■ What is expected:
Your answer consists of the lines in the data that contain "column". Copy each of them.

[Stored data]
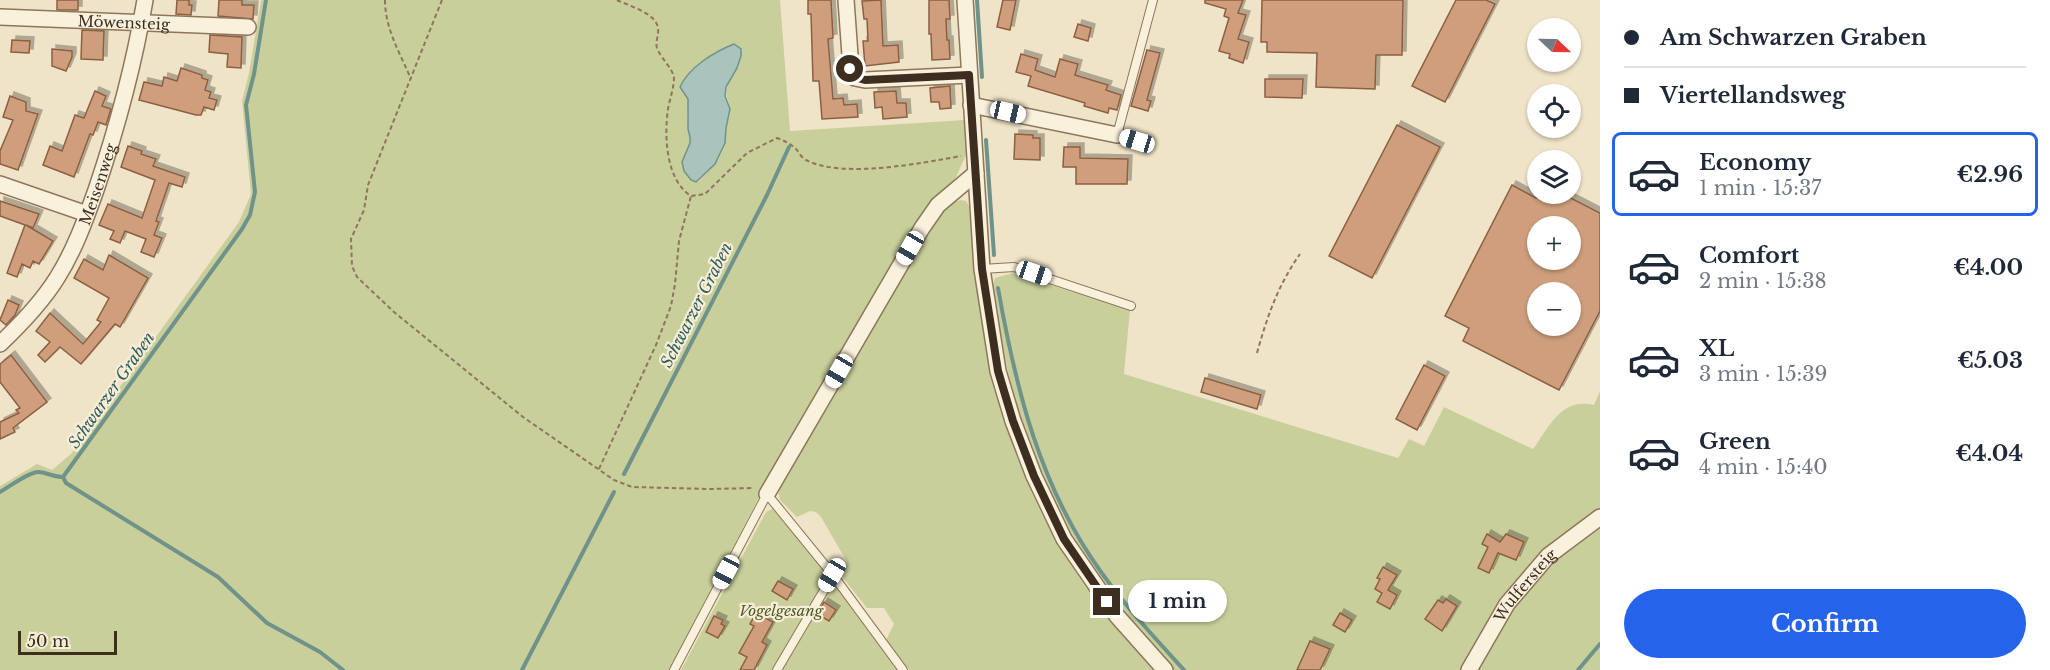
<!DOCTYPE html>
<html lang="en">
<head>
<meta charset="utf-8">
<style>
	:root { --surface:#fff; --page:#f2f2f3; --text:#1f2937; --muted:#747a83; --line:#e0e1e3; --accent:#2563eb }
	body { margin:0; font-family:"Libre Baskerville",serif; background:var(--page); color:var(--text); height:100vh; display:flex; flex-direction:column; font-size:22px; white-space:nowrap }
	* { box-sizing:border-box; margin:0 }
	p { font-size:20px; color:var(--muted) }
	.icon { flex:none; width:33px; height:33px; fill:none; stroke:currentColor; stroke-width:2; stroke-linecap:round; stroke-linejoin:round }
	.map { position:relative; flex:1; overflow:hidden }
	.drawer { display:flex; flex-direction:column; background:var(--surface); width:450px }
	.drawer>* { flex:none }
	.top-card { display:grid; align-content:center; height:132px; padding:0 24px; background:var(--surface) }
	.needle { width:39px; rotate:112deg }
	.controls { position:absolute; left:1527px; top:18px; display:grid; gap:12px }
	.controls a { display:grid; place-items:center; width:54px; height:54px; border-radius:50%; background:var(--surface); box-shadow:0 2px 4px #0004; font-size:30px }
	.scale { position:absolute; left:18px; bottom:15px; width:99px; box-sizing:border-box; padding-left:6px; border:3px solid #3d2e20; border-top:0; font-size:16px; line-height:21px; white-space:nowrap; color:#3d2e20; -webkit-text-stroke:4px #f7eed8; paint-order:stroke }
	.end { position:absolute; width:27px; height:27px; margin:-14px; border:8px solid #3d2e20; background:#fff; box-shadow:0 0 0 3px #fff }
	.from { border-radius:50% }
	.bubble { position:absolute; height:42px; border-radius:21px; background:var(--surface); box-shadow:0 2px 4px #0004; font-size:20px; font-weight:800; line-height:42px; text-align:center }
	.car { position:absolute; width:18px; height:36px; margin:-18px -9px; border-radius:8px; box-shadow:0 0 4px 2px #0007; background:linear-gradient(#fff 24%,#345 0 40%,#fff 0 76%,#345 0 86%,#fff 0) }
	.top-card b { display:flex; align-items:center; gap:21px; height:57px; font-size:22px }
	.top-card b+b { border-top:2px solid var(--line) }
	.top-card i { width:15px; height:15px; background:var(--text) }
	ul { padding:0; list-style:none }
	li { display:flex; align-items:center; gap:18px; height:84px; margin:0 12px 9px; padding:0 12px; border:3px solid transparent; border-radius:9px }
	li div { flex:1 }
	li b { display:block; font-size:22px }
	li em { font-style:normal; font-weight:800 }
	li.on { border-color:var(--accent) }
	li>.icon { width:54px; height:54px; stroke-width:1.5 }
	.primary-button { display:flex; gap:12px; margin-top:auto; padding:12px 24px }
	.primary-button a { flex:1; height:69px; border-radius:36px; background:var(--accent); color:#fff; font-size:24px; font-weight:800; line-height:69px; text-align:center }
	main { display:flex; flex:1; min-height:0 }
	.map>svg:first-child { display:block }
	.green { fill:#c9cf9b; fill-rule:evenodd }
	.water { fill:#a9c4bc; stroke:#6f938a; stroke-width:1.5 }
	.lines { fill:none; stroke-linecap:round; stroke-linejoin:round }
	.stream { stroke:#6f938a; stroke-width:4 }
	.building { fill:#cf9f7d; stroke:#8d5f41; stroke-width:1.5; fill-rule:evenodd; filter:url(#shadow) }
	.service-casing { stroke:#8d765c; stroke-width:10 }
	.minor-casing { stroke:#8d765c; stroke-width:18 }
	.path { stroke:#8d765c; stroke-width:2; stroke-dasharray:4.5 3; stroke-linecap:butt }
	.service { stroke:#faf1dc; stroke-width:8 }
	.minor { stroke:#faf1dc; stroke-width:15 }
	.route { stroke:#3d2e20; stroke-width:8 }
	.labels { text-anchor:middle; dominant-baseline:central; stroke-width:4.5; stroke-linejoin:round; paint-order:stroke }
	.street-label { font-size:15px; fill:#3d2e20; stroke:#f7eed8 }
	.park-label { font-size:15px; font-style:italic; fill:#4d5a26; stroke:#f7eed8 }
	.water-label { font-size:16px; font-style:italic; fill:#2f5d5a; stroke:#f7eed8 }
</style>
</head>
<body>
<main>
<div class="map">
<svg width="1600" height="670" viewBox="0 0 1600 670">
	<defs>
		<filter id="shadow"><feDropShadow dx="4" dy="-4" stdDeviation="0" flood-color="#0004"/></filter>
	</defs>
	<rect width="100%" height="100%" fill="#f0e4c8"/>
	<!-- green -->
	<g class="green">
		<path d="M261 0H780L790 131 965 120 967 153 956 177 948 187 765 486 669 670H0V486L37 464 52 470 72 453 239 222 251 194 242 101 249 73ZM716 51 731 79C722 95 728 95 730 110 731 116 727 122 726 128 725 133 726 138 725 143 722 159 709 169 699 181L682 163 690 143 687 117 691 72Z"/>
		<path d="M961 200 966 201 969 206C980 333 1001 460 1073 568 1097 605 1128 637 1157 670H909L886 640 894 624 884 608H867L843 578 842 572 847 562 821 517 816 512 810 511 797 517 780 500 778 490 934 222 951 203Z"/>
		<path d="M1013 273 1130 310 1124 374 1398 458 1409 439 1424 446 1444 407 1533 449C1550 426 1561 397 1594 405L1600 391V508L1574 526 1545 551 1463 670H1174L1126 617 1069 533 1040 473 1012 393 992 289 995 278Z"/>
		<path d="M774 508 835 582 899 670H681L766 512Z"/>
		<path d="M1600 525V670H1478L1511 609 1551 564Z"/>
	</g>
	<!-- water -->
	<path class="water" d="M734 44 741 49V56L737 68 726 87 725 96 730 109 726 128 725 143 715 164 696 182 691 180 684 171 682 162 690 143V137L688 129V99L680 87C689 67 714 52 734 44Z"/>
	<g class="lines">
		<!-- stream -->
		<g class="stream">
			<path d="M266 0 254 74 246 105 255 192 250 215 242 229 63 477 66 483 218 577 267 623 320 652 343 670"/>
			<path d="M977 0 982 77"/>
			<path d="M986 140 994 255"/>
			<path d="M998 288C1016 390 1040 487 1101 572 1126 607 1155 638 1184 670"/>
			<path d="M624 474 767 195 789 147"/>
			<path d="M0 492C9 487 30 471 39 472 48 473 54 477 63 477"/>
			<path d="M522 670 614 492"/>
			<path d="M1578 670 1600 644"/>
		</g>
	</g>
	<!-- building -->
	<g class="building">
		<rect x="57" y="0" width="21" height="10"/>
		<path d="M177 0H189V5H192L191 15 176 14Z"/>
		<path d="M219 0H242V5H254L253 19 218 16Z"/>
		<path d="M808 0H831L833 38 828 39 833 99 843 98 844 105 857 104 858 117 822 119 819 81H813L811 14H808Z"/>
		<path d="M881 0 883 46 898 45 899 62 865 66 863 41H868L867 19H864L862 1Z"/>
		<path d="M929 0H949L950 19H946L947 40H949L950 59 932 60 931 34H929Z"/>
		<path d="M1003 0H1016L1010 30 997 27Z"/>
		<path d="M1205 0H1243L1238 13 1246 15 1238 39 1249 42 1243 63 1229 58 1230 54 1219 51 1229 18 1224 16 1226 9 1205 3Z"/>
		<path d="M1262 0H1403L1402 55H1376L1375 89 1316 87 1317 53 1267 52V42H1261Z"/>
		<path d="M1456 0H1486L1495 4 1445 102 1412 86Z"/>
		<path d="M1078 24 1091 28 1088 41 1074 37Z"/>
		<path d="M82 30 104 31 103 60 81 59Z"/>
		<path d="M210 35 242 37 241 68 227 67 228 54 209 52Z"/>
		<path d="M12 40 30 41 29 53 11 52Z"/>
		<path d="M52 49 72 51V57L66 71 52 66Z"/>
		<path d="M1147 50 1160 53 1147 100 1151 101 1148 111 1131 106Z"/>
		<path d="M1021 54 1038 59 1035 70 1055 77 1060 59 1078 64 1075 75 1108 85 1106 90 1121 95 1117 110 1109 108 1108 113 1084 106 1085 103 1028 86 1031 76 1016 72Z"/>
		<path d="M181 68 202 75V78L208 80 205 90 211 92 209 98 217 100 214 110 204 107 201 115H196L139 100 144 82 162 86 164 77 177 81Z"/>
		<path d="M1265 79H1303L1302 98 1265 97Z"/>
		<path d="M950 86 951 108 940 109 939 102H931L930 88Z"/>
		<path d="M95 91 106 96 102 106 111 109 106 125 98 122 93 135 90 134 74 177 43 165 50 146 62 151 75 115 84 118Z"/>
		<path d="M896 91 897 103H906L907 117 883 119 882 107 875 108 874 92Z"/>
		<path d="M10 96 26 102V111L38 114 18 170 0 164V151L13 120 3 117Z"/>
		<path d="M1397 125 1440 147 1372 278 1329 256Z"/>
		<path d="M1015 134 1033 135V138H1040V160L1014 159Z"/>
		<path d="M128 146 142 151 141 154 156 159 153 166 185 177 182 187 169 183 156 221 159 222 154 235 162 238 154 257 141 252 146 239 125 231 120 243 110 239 114 231 99 225 108 204 142 218 155 180 121 167Z"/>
		<path d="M1064 147H1080V158L1128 159 1127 184H1076V167H1063Z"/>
		<path d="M1512 185 1536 198 1538 194H1563L1600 213V311L1559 390 1463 341 1469 328 1445 316ZM1538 226H1570V260H1538ZM1538 292H1570V326H1538Z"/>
		<path d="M0 201 39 214 33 228 26 225 53 241 39 264 33 261 30 268 22 264 17 277 7 273 25 225 0 216Z"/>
		<path d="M109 255 148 278 120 327 115 324 81 364 60 347 45 362 38 355 50 342 36 331 50 313 83 344 101 322 97 320 109 298 74 278 84 259 103 270Z"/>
		<path d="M8 300 19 305 15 315 6 325 0 320Z"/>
		<path d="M11 355 47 402 13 428 15 432 0 439V422L19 413 16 410 20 408 0 382V364Z"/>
		<path d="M1424 365 1445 376 1417 430 1396 419Z"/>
		<path d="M1205 378 1261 395 1257 409 1201 392Z"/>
		<path d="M1487 534 1500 542 1506 534 1524 542 1516 560 1498 553 1489 573 1478 568 1488 547 1482 544Z"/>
		<path d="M1383 567 1397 575 1388 590 1397 595 1390 609 1377 602 1382 593 1375 589 1380 579 1377 578Z"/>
		<path d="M778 581 793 589 787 600 772 591Z"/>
		<path d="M1446 599 1457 606 1442 631 1425 619 1438 600 1443 603Z"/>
		<path d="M824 602 836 610 829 621 817 614Z"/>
		<path d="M756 613 773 622 762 642 767 645 754 670H740L747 657 739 653 754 626 750 624Z"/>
		<path d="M1340 613 1352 620 1345 632 1333 625Z"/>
		<path d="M714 616 723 620 721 624 725 626 718 638 706 632Z"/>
		<path d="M1310 641 1330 649 1320 670H1297Z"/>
	</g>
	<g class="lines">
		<defs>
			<g id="service">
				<path d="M1137 141 1117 135 1153 0"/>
				<path d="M982 269 1014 267 1131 306"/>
				<path d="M674 670 767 494 833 575 903 670"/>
				<path d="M777 670 833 575"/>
			</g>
			<g id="minor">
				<path d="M846 0 851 69 855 78 865 80 969 75"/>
				<path d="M965 0 982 269 998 371 1013 421 1034 476 1064 539 1117 616 1165 670"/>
				<path id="s1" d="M0 17 248 27"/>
				<path d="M971 105 1117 135"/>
				<path d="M0 184 87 214"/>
				<path id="s2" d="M0 344C21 324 42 302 57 278 74 251 85 221 96 190 117 128 134 65 145 0"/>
				<path d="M767 494 922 228 938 205 976 173"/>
				<path id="s3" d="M1469 670 1507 604 1548 556 1600 517"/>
			</g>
		</defs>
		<!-- service casing -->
		<use href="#service" class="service-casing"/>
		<!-- minor casing -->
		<use href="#minor" class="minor-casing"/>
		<!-- path -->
		<g class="path">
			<path d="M385 0C385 29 400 53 411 79"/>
			<path d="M442 0 368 185 364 210 351 239 352 266 357 277 394 312 523 417 614 480 632 487 710 489 754 488"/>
			<path d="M617 0C629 6 657 13 658 29 659 35 655 42 657 48 661 59 671 66 674 77 674 88 670 98 668 109 664 137 666 180 691 196L705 194 747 153 777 138C785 141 791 144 797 150 799 153 802 158 806 160 842 179 922 163 961 156"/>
			<path d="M1257 353C1267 317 1278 285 1300 254"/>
			<path d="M599 469 656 345 671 306 675 284 679 241 691 196"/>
		</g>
		<!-- service -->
		<use href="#service" class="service"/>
		<!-- minor -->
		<use href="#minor" class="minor"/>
	</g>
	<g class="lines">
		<!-- route -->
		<path class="route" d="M850 69 854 77 865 80 969 75 982 269 998 371 1013 421 1034 476 1064 539 1107 602"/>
	</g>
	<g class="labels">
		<!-- street labels -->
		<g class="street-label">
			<text stroke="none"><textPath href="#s1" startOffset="124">Möwensteig</textPath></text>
			<text stroke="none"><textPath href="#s2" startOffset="190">Meisenweg</textPath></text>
			<text stroke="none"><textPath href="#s3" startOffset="102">Wulfersteig</textPath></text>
		</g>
		<!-- park labels -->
		<g class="park-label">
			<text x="781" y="610">Vogelgesang</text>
		</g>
		<!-- water labels -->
		<g class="water-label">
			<text transform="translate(696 305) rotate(-63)">Schwarzer Graben</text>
			<text transform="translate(111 390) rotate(-55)">Schwarzer Graben</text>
		</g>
	</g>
</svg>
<div class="controls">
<a><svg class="needle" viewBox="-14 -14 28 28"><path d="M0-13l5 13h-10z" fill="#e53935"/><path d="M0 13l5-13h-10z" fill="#747a83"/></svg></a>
<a><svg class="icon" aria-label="locate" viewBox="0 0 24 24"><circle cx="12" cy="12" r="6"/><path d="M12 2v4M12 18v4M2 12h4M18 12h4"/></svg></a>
<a><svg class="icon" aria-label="layers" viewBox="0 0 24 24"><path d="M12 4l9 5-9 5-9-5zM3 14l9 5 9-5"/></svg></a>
<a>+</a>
<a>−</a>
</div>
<div class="scale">50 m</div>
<i class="end from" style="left:850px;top:69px"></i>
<i class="end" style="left:1107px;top:602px"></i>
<div class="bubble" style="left:1128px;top:580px;width:99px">1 min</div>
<i class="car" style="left:1008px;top:112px;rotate:103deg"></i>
<i class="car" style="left:1137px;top:141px;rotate:287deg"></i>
<i class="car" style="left:910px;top:248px;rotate:210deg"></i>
<i class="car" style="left:1034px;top:273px;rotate:109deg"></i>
<i class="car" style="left:839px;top:371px;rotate:210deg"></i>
<i class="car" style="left:726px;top:572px;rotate:208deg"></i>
<i class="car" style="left:832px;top:575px;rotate:211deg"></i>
</div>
<section class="drawer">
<div class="top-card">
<b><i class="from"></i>Am Schwarzen Graben</b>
<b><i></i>Viertellandsweg</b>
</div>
<ul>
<li class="on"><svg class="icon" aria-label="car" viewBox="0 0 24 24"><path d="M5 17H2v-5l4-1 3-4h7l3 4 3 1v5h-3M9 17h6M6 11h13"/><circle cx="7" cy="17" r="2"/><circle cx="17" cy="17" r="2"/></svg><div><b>Economy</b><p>1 min · 15:37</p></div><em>€2.96</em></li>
<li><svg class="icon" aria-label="car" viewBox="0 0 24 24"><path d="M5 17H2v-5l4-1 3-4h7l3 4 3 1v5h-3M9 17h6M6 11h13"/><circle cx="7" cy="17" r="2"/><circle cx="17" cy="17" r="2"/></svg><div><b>Comfort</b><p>2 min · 15:38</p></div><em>€4.00</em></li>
<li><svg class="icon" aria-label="car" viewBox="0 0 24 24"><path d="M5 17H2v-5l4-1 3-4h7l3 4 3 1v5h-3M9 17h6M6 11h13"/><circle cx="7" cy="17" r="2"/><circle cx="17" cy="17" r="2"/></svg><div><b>XL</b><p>3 min · 15:39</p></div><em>€5.03</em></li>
<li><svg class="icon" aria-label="car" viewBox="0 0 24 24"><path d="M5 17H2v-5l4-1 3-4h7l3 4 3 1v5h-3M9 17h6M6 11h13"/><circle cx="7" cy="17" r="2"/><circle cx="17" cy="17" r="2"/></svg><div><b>Green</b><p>4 min · 15:40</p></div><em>€4.04</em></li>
</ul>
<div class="primary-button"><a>Confirm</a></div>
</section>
</main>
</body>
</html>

■ Expected answer:
	body { margin:0; font-family:"Libre Baskerville",serif; background:var(--page); color:var(--text); height:100vh; display:flex; flex-direction:column; font-size:22px; white-space:nowrap }
	.drawer { display:flex; flex-direction:column; background:var(--surface); width:450px }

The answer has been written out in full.